Botender - The first meeting
The goal of our first meeting was to create the specification document, which outlines the objectives of our project, alongside the resulting deliverables. We also identified possible future issues and stepping stones. Lastly we began to structure all tasks into a timeline in order to gain an overview of the project.
In the following parts you can see the result of the specification meeting: The Elevator Pitch captures the gist of our project in a oneliner. The Objectives lay out what we want Botender to be able to accomplish when completed. The Deliverables show the overarching, needed for the completion of the project. The Potential Issues describe problems that my arise during the project.
Elevator Pitch
Botender understands the mood of its human customers, engages in conversations based on facial expressions, and recommends the perfect drink for the occasion.
Objectives
With Botender, we want to create a social robot that can understand and adapt to the mood of the customer and recommend drinks accordingly. This helps give customers the attention they deserve and personal recommendations for drinks, even if it’s a busy night. Our concrete objectives are:
- Introduction: Botender will be capable of introducing itself and asking for the customer’s name.

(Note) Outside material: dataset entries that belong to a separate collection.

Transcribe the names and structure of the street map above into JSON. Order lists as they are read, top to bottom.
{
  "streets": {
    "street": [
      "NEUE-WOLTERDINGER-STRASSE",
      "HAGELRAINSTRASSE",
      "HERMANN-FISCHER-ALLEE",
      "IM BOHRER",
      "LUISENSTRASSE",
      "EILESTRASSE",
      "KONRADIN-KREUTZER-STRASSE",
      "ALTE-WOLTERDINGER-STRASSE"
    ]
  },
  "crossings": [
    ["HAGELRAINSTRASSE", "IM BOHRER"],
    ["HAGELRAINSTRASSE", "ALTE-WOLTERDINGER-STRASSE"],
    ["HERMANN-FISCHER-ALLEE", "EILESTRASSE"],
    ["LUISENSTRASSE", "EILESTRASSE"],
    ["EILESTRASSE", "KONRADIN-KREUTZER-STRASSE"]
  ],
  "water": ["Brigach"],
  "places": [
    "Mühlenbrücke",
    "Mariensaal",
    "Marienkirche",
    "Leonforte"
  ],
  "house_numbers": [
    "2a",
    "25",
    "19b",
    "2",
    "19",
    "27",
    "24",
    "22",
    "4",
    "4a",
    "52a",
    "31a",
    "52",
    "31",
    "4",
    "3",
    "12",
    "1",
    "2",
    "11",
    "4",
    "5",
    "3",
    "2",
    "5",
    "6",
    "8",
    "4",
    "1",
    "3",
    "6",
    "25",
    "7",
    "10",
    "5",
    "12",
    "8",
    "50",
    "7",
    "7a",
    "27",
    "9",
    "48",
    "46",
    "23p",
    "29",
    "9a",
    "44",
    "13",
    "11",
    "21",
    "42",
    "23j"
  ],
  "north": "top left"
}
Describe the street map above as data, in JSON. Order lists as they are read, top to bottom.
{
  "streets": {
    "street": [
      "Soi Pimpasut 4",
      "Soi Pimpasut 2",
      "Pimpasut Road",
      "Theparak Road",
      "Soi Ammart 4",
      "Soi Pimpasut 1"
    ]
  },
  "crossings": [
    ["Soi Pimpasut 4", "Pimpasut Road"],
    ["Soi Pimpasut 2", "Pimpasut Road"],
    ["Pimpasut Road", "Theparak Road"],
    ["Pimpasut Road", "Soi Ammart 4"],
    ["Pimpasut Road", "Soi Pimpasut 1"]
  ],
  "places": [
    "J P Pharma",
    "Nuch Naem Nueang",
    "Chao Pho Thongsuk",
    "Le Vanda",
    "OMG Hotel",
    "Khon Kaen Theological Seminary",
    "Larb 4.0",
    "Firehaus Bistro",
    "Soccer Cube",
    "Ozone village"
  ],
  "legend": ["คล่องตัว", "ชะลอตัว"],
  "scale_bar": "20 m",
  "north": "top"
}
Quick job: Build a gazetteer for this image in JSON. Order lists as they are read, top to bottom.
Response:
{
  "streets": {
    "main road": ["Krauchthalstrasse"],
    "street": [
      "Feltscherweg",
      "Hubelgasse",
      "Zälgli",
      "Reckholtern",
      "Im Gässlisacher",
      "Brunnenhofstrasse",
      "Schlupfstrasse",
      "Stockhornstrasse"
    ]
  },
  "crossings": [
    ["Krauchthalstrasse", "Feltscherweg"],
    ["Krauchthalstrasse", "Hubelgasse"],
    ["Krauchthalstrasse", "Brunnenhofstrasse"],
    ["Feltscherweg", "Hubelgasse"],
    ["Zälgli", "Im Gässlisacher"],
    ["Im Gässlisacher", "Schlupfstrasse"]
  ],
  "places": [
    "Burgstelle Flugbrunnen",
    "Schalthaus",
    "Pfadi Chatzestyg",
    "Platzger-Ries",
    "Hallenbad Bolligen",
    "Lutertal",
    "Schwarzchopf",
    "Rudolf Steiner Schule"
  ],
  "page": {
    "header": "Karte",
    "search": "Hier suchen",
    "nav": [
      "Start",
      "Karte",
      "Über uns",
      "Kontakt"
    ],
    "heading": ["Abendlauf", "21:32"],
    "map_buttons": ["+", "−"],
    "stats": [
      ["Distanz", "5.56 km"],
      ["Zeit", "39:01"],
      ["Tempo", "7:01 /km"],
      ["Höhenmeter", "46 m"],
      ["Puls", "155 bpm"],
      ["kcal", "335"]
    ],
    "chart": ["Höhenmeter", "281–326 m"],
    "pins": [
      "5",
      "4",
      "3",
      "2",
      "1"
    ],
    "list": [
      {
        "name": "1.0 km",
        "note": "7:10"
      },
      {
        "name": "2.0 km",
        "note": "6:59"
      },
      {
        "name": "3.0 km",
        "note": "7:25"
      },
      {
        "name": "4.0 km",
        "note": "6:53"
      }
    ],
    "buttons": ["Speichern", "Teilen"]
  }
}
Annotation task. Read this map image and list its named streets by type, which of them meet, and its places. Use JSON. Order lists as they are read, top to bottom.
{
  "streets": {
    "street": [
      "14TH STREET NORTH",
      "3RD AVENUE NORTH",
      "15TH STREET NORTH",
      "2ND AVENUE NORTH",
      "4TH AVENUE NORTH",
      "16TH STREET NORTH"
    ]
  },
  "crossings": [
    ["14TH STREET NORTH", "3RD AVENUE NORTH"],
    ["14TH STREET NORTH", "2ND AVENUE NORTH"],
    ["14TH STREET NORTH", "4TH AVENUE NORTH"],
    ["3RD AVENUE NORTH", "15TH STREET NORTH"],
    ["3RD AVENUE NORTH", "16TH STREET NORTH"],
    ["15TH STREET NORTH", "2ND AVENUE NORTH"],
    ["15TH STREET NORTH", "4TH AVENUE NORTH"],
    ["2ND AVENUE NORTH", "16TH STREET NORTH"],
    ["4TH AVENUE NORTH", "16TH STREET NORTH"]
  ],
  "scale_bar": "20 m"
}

- Understand the initial mood: Botender can capture and classify facial expressions of a customer. Botender is capable of detecting at least four different emotions.
- React to the initial mood: Botender can show compassion by reacting to the mood displayed. It will react in a minimum of four different ways.
- Give a drink recommendation: Based on its understanding of the mood and situation, Botender can give recommendations for drinks.
- React to the customer’s answer: Botender can react to an answer that the customer gives after the drink recommendation. Botender is capable of differentiating between positive and negative reactions to its recommendation.
Aside from this choreographic interaction, we have the optional goal of making Botender either interact with multiple customers or engage in longer conversations with customers in need of an ear.
Deliverables
Specific products which need to be delivered upon completion are:
- A user perception subsystem written in Python that is capable of differentiating between a minimum of four emotions.
- An interaction subsystem written in Python that uses the user’s emotions and speech to hold a small conversation. It contains at least 16 custom gestures to react to a minimum of four different moods. Optionally, it contains a module for integrating OpenAI’s language processing capabilities with Furhat to enable an open dialogue.
- An overall system that contains both subsystems. The corresponding Python script can be executed in the console.
- A video that shows the use case of interacting with Botender.
- A report that describes the results and implementation of our project.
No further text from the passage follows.